The efficacy of radio- and chemotherapy remains controversial in the treatment of melanoma. While melanoma is a radiotherapy-resistant tumor, patients benefit from surgical resection, which has been reported to significantly alleviate the symptoms that result from its compressive effect. Surgical resection has also been reported to reduce the growth rate of melanoma (60). Furthermore, Hamilton et al (61) reported preoperative radiotherapy in a patient with spinal melanoma and obtained satisfactory clinical outcomes. The radiotherapy dose depended on the tumor size, location, compression symptoms and patient tolerance; however, a dose of 12–24 Gy was recommended by the majority of the doctors. Attitudes towards adjuvant treatment vary worldwide. A study in the USA reported that high-dose interferon treatment improved patient prognosis, although it resulted in severe side-effects (62).
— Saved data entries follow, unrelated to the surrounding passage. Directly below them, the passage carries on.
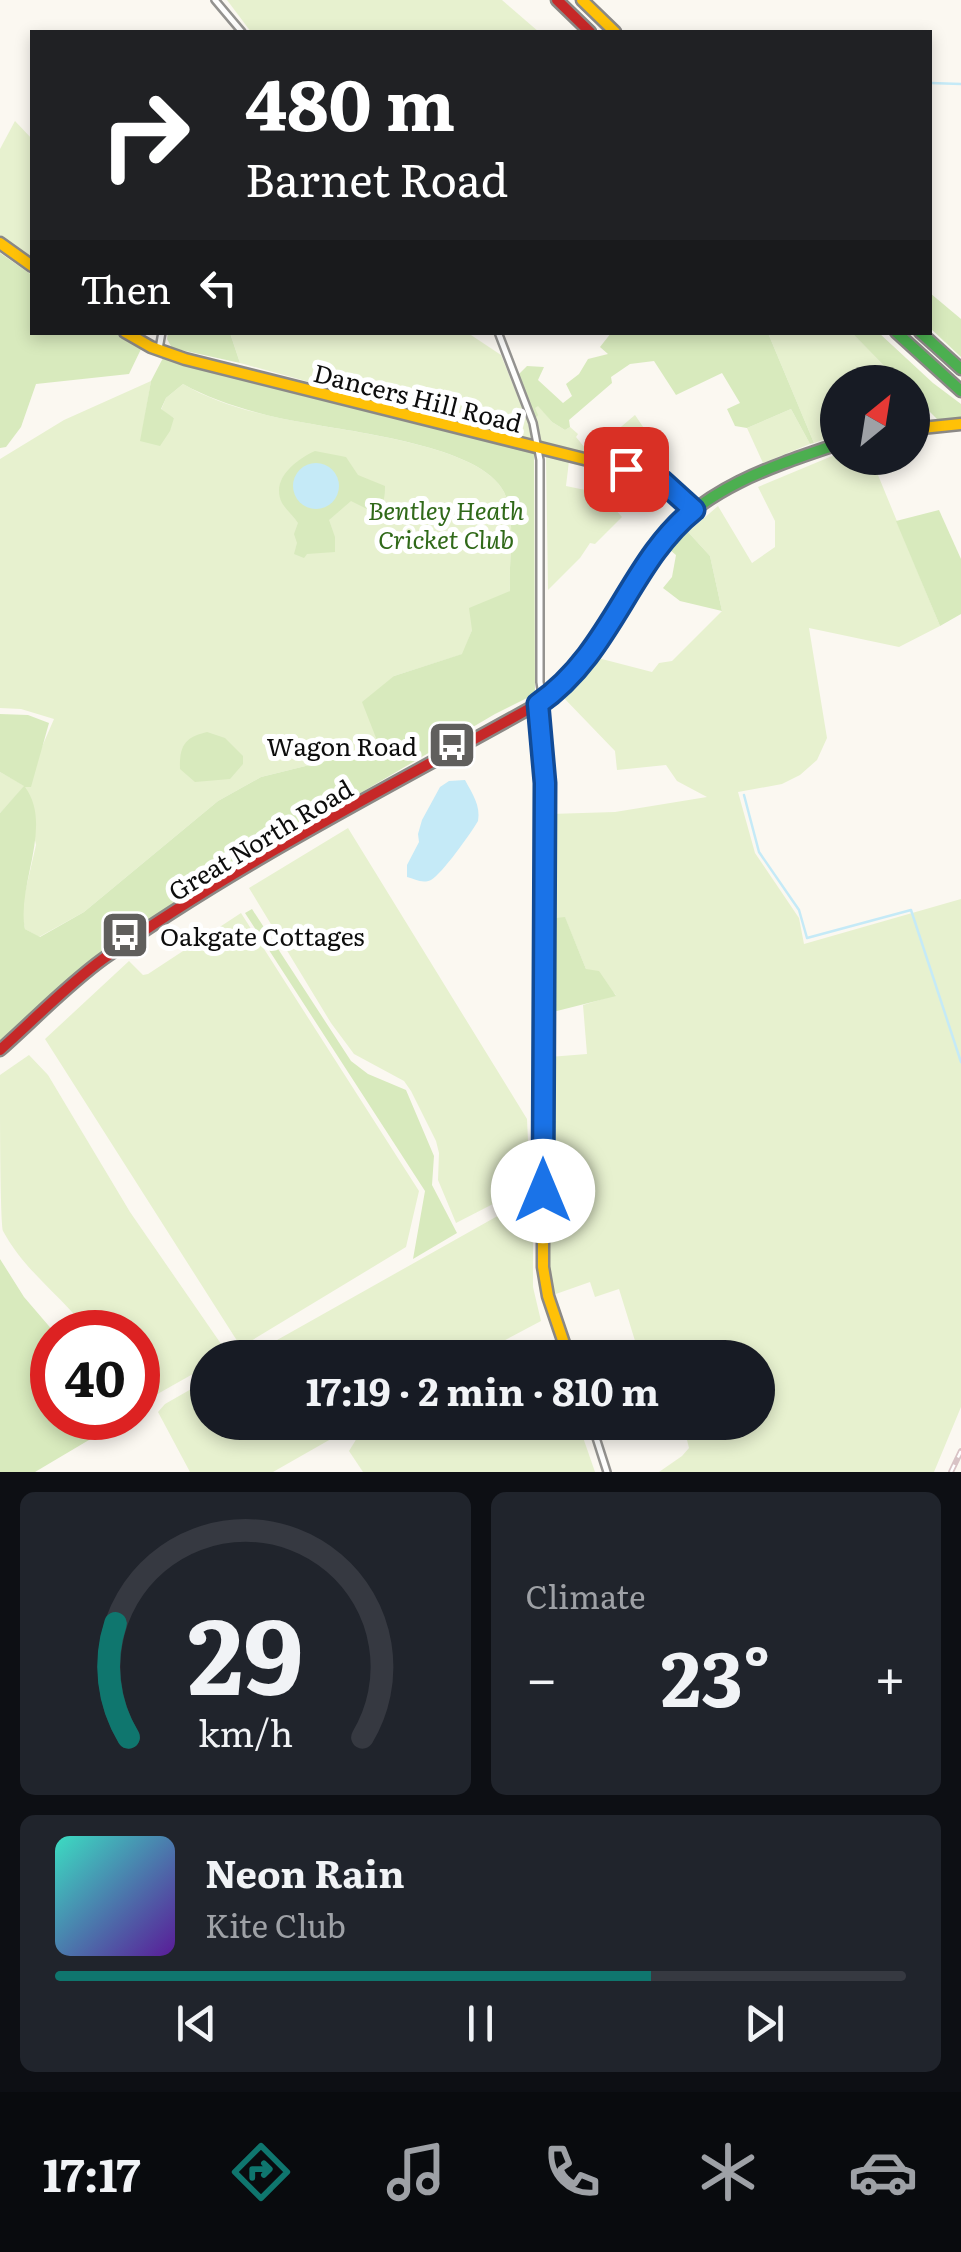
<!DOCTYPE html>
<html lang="en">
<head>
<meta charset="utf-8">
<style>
  :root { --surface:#171b24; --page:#20242c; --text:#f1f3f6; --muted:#9ea1a6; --line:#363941; --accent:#0f766e }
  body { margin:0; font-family:Literata,serif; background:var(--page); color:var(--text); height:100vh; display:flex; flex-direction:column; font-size:38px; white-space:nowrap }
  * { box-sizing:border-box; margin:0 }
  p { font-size:32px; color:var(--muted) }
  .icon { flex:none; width:55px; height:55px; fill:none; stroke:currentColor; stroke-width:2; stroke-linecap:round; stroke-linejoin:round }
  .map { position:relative; height:1472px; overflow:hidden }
  .panel { display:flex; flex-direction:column; gap:20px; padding:20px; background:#0d0f14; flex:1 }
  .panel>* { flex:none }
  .banner { position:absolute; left:30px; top:30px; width:902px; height:305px; border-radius:0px; box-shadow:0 5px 15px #0003; background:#202124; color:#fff; overflow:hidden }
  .needle { width:65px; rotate:30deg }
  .tools { position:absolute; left:820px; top:365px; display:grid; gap:20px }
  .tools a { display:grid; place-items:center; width:110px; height:110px; border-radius:50%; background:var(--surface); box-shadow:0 5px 15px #0003; font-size:50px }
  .speed { position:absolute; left:30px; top:1310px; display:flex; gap:20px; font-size:50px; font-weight:700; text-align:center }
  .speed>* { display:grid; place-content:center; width:130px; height:130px; border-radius:50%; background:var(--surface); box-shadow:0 5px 15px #0003; line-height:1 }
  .speed .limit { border:15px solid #d22; background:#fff; color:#111 }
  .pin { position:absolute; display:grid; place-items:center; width:85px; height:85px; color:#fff; margin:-42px; border-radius:20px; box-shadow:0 5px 15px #0006 }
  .me { position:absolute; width:110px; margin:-55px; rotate:0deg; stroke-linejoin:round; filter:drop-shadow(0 0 8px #0008) }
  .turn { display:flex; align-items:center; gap:35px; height:210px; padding:0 50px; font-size:45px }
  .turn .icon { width:130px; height:130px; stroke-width:2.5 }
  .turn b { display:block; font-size:70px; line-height:85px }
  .then { display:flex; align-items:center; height:95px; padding:0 50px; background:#0003; gap:20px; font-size:38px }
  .big { font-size:75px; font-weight:700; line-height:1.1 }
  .panel .card { flex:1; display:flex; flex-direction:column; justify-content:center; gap:15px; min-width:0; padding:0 35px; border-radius:15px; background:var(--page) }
  .panel .dial { align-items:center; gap:0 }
  .dial svg { height:260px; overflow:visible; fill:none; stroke:var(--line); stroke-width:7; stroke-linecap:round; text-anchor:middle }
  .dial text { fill:var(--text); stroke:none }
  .song { display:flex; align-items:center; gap:30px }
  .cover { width:120px; height:120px; border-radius:15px; background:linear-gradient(135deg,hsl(170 70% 55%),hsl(270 70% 35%)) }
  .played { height:10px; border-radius:5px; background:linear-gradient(90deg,var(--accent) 70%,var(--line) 70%) }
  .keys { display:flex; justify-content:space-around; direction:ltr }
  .heat { display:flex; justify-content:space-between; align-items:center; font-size:55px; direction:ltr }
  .panel .tiles { flex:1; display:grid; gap:20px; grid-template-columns:1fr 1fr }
  .card:last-child { grid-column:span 2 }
  .trip { position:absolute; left:190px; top:1340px; width:585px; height:100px; border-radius:50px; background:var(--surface); box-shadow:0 5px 15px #0003; font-weight:700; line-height:100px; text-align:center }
  .dock { display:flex; height:160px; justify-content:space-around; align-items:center; background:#090b0e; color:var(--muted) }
  .dock .icon { width:70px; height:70px }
  .dock .selected { color:var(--accent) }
  .dock b { font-size:45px; color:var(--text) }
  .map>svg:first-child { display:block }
  .green { fill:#e7f1cf }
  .forest { fill:#d8eabd }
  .water { fill:#c5eaf7 }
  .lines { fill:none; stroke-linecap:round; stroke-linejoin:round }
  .stream { stroke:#c5eaf7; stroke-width:2.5 }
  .street-casing { stroke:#949390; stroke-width:10 }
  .fast-casing { stroke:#8b8986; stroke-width:15 }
  .slow-casing { stroke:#8b8986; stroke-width:15 }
  .jam-casing { stroke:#8b8986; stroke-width:15 }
  .street { stroke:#fefefd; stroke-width:5 }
  .fast { stroke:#4caf50; stroke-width:10 }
  .slow { stroke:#ffc107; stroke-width:10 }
  .jam { stroke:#c62828; stroke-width:10 }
  .rail-casing { stroke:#d8c3c5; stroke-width:6 }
  .rail { stroke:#fff; stroke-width:2.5; stroke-dasharray:8; stroke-linecap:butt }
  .route-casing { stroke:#114b97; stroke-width:25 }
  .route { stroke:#1a73e8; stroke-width:18 }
  .labels { text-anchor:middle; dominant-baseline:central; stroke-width:10; stroke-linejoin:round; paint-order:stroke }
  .street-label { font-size:25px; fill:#0d0d0d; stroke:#fff }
  .park-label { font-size:25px; font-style:italic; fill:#306919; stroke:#fff }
  .poi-label { font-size:25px; fill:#0d0d0d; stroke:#fff; text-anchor:end }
</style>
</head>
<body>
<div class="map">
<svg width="961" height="1472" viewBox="0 0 961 1472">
  <rect width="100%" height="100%" fill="#fbf8f1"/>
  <g class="green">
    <polygon points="227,0 502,0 539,32 251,32"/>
    <polygon points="15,121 32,139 32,257 0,235 0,149"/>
    <polygon points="230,333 468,333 501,355 532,432 531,443 240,363"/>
    <polygon points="768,333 852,333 900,382 838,382 837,435 814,443"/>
    <path d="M 151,381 L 141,440 L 174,418 L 161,410 L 166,398 L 183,384 C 218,405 265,416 306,423 C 352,432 482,446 504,492 C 517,520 508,560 510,591 L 472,630 L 463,654 L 394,676 L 379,743 L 338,758 L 261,777 L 218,801 L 84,912 L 39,937 L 25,929 L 21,910 L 36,845 L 24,787 L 0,813 L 0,772 L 25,786 L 54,719 L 21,709 L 0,708 L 0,459 L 64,420 Z"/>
    <polygon points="538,405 552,422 565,430 570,427 578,434 576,437 585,448 583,455 542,446 534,420 537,415 534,408"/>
    <polygon points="791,409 810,444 763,463 747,428"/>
    <polygon points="635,415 662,455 659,469 653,472 590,458 598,458 600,451 596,448"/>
    <polygon points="837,454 838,458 871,458 940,626 899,647 809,628 827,738 817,760 800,775 782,784 738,792 755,853 799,918 804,944 961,899 961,1407 934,1472 659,1472 682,1456 689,1448 685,1432 672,1424 663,1427 661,1423 758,1422 758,1358 640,1357 619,1289 595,1297 590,1282 553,1295 548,1280 551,1194 549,1057 587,1054 583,1005 616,995 586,969 565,918 547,919 550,814 615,812 707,797 677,781 666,765 617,770 615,751 562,696 598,658 652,672 659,663 672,661 722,611 710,556 688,532 718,506 752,563 775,547 775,521 758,487"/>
    <polygon points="546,455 569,461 566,486 600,493 622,517 595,544 590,543 580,558 548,590"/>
    <polygon points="348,828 527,1119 530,1185 456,1223 438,1180 439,1153 436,1141 411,1091 404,1081 354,1054 331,1023 249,888"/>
    <polygon points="241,913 419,1191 406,1247 241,1347 45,1039 129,961 143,975 148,974"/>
    <path d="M 29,1055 L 48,1075 L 130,1212 L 228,1354 L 208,1358 L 207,1366 L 138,1405 L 138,1332 L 89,1332 C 61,1295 26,1273 3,1231 C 0,1217 0,1100 0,1075 Z"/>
    <polygon points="524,1201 532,1202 533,1208 533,1287 541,1321 473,1357 247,1357"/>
    <polygon points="207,1380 208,1422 359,1423 273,1472 190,1472 158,1412 165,1404"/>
    <polygon points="377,1423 578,1423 595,1472 363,1472 349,1451 357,1438"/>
  </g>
  <g class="forest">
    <polygon points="0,253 32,275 32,332 120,333 142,347 129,374 36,384 21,427 6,447 0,448"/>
    <polygon points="930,293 961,319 961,357 930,328"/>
    <polygon points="168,333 230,333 240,363 172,348 167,339"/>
    <polygon points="611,333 768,333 814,443 810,444 791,409 747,428 735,426 727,409 740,403 722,373 676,395 654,361 630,364 611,377 612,383 569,420 570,427 565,430 552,422 538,406 535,408 538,415 534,420 517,376 527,366 544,367 538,380 563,403 572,396 566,384 579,374 588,359 608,354 600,347"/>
    <polygon points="852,333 879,333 933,383 961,404 961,417 938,420 913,395 912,382 900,382"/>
    <path d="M 163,358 L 534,453 L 535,694 L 495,714 L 253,856 L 111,945 L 0,1043 L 0,813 L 24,786 L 0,772 L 0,714 L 28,715 L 49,723 L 31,787 L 25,787 C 54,826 16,886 25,929 L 40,937 L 84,912 L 218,801 L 261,777 L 338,758 L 378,743 L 362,702 L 394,676 L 462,654 L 472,630 L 469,608 L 510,591 C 508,560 517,520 504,492 C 482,446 353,432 306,423 C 265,416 219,404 183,384 L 166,398 L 161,409 L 174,418 L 170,431 L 160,446 L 140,441 L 151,381 Z"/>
    <path d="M 315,451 L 346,457 L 358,475 L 385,486 C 385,499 384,505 373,512 L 351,501 L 329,520 L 335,537 L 335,552 L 307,554 L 304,558 L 294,554 L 297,543 L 294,534 L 298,523 C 294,516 286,510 282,503 C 270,479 297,459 315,451 Z"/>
    <polygon points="939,510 961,559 961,614 940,626 896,521"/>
    <polygon points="688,532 710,556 722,611 680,601 663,588 672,577 676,555 670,550"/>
    <path d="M 207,732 L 225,738 L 243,756 L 243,764 L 230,779 L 195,782 L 180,769 C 179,746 185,737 207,732 Z"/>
    <polygon points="252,909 351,1061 368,1074 406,1090 434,1156 432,1185 457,1233 413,1259 425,1191 245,913"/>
    <polygon points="565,917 586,969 599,971 616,996 549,1013 547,919"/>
    <polygon points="0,1259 24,1297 54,1332 52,1418 126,1418 35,1472 0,1472"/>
  </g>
  <g class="water">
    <circle cx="316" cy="486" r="23"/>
    <path d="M 465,780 C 472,793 481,806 478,821 C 471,833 442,874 431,880 C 422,884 415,879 407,877 L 407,865 L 419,842 L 418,834 L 422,820 L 440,787 L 449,781 Z"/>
  </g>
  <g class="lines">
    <g class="stream">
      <polyline points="930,83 961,84"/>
      <polyline points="744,795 759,852 799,910 807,938 911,910 961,1062"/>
    </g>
    <g class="street-casing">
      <g id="street">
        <polyline points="215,0 242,32"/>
        <polyline points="498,332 533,423 540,460 540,682 543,701"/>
        <polyline points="159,349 162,332"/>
        <polyline points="591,1422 607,1472"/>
      </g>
    </g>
    <g class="fast-casing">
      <g id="fast">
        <polyline points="896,332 961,391"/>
        <polyline points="920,332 961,369"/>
        <path d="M 575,670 C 611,630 631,583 663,541 C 705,487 776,465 838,444"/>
      </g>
    </g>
    <g class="slow-casing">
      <g id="slow">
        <polyline points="582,0 615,32"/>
        <polyline points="0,243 32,266"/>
        <polyline points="125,332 151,347 185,359 648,475 671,487 695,510"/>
        <polyline points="912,429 961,424"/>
        <polyline points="543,1151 543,1267 548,1296 569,1358"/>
      </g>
    </g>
    <g class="jam-casing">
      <g id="jam">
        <polyline points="557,0 590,32"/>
        <polyline points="538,704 545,783 543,1151"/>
        <path d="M 0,1050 C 34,1020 66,986 103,959 C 239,862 397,783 543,701 L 575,670"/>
      </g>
    </g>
    <use href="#street" class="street"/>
    <use href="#fast" class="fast"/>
    <use href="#slow" class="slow"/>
    <use href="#jam" class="jam"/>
    <g class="rail-casing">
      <polyline id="rail" points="951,1472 961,1451"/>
    </g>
    <use href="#rail" class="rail"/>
  </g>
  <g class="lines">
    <g class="route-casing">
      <path id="route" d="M 543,1191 L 545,783 L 538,704 C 613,652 629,562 694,510 L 662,481 L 626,469"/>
    </g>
    <use href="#route" class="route"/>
  </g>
  <defs>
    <g id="bus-square" transform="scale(2.5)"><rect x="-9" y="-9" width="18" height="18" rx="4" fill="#605f5d" stroke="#fff"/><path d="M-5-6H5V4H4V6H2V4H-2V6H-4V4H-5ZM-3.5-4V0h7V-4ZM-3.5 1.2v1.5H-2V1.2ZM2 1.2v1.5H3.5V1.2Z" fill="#fff"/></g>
  </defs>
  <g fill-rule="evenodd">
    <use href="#bus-square" x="452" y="745"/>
    <use href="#bus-square" x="125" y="935"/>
  </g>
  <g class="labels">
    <g class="street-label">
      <text transform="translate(418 397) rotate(14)">Dancers Hill Road</text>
      <text transform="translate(260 839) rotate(-31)">Great North Road</text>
    </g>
    <g class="park-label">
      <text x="446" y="509">Bentley Heath<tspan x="446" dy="29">Cricket Club</tspan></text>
    </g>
    <g class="poi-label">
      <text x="417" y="745">Wagon Road</text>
      <text x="160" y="935" text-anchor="start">Oakgate Cottages</text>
    </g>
  </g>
</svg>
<div class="tools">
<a><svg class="needle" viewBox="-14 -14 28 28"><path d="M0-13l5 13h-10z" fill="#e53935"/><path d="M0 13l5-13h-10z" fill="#9ea1a6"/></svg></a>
</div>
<div class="speed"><div class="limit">40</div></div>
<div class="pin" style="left:626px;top:469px;background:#d93025"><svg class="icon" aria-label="arrive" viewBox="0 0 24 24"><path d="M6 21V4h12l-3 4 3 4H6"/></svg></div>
<svg class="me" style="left:543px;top:1191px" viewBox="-20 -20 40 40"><circle r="19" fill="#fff"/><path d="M0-13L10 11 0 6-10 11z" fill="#1a73e8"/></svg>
<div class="trip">17:19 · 2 min · 810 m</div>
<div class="banner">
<div class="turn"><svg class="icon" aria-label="right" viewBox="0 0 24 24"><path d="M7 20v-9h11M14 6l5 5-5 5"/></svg><div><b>480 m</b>Barnet Road</div></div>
<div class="then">Then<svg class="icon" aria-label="left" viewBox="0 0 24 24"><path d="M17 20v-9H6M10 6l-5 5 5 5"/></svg></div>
</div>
</div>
<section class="panel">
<div class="tiles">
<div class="card dial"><svg viewBox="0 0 100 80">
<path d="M14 69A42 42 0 1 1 86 69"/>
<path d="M14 69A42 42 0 0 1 10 34" stroke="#0f766e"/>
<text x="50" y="56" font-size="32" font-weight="700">29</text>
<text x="50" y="72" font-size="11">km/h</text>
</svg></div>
<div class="card"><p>Climate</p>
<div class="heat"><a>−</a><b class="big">23°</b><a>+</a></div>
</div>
<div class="card">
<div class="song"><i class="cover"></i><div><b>Neon Rain</b><p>Kite Club</p></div></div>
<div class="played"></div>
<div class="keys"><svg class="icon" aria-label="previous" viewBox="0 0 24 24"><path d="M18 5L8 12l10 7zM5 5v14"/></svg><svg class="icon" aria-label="pause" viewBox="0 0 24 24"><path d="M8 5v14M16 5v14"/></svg><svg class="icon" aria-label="next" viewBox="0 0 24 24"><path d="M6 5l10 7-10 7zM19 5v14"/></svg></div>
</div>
</div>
</section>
<nav class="dock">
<b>17:17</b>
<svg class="icon selected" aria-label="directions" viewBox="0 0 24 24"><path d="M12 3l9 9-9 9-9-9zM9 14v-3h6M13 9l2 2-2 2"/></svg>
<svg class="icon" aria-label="music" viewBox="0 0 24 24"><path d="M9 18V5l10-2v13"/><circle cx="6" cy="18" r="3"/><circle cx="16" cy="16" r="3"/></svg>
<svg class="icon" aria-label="phone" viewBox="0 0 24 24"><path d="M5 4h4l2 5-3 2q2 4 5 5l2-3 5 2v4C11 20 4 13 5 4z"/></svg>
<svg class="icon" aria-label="climate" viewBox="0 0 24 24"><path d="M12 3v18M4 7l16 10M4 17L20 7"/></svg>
<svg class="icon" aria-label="car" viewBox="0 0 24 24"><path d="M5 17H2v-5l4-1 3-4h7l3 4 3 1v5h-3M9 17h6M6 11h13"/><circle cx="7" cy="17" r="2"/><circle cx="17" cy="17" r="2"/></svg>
</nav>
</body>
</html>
A meta-analysis showed that chemo- and biological therapy were capable of reducing the recurrence rate and increasing survival by only 3% after five years (63). Previous studies have shown that treatment with chemotherapy and/or novel monoclonal antibodies, for example using ipilimumab, overcomes cytotoxic T-lymphocyte antigen 4-mediated T cell suppression and improves overall survival (64,65). The patient in the present case was treated with chemotherapy subsequent to surgery and no tumor recurrence was observed at the six-month follow-up.

In conclusion, the clinical features of primary spinal melanoma are complex and may be easily misdiagnosed as other spinal lesions. In the current report, a case of primary malignant melanoma of the thoracic spine is presented. Primary malignant melanoma is a particularly rare and aggressive tumor, therefore, total resection is recommended. An accurate diagnosis based on histological and immunohistochemical analyses of the resected tissue, is critical for selecting the appropriate therapy to enhance patient outcome. Unlike the majority of cases of primary intradural melanoma, the present case exhibited unusual radiological features, including a dural tail sign that mimicked a spinal meningioma. Thus, the present case report illustrates the importance for neurosurgeons to analyze radiological data carefully to increase the accuracy of their initial diagnosis. The diagnostic potential of malignant melanoma requires consideration at the time of surgery to establish the need for aggressive surgical resection. Thus, early complete surgical resection followed by individualized radio- or chemotherapy may enhance patient outcome. Furthermore, a meta-analysis focuses on the best treatment strategy for this disease and aids with the diagnosis and treatment of primary spinal melanoma.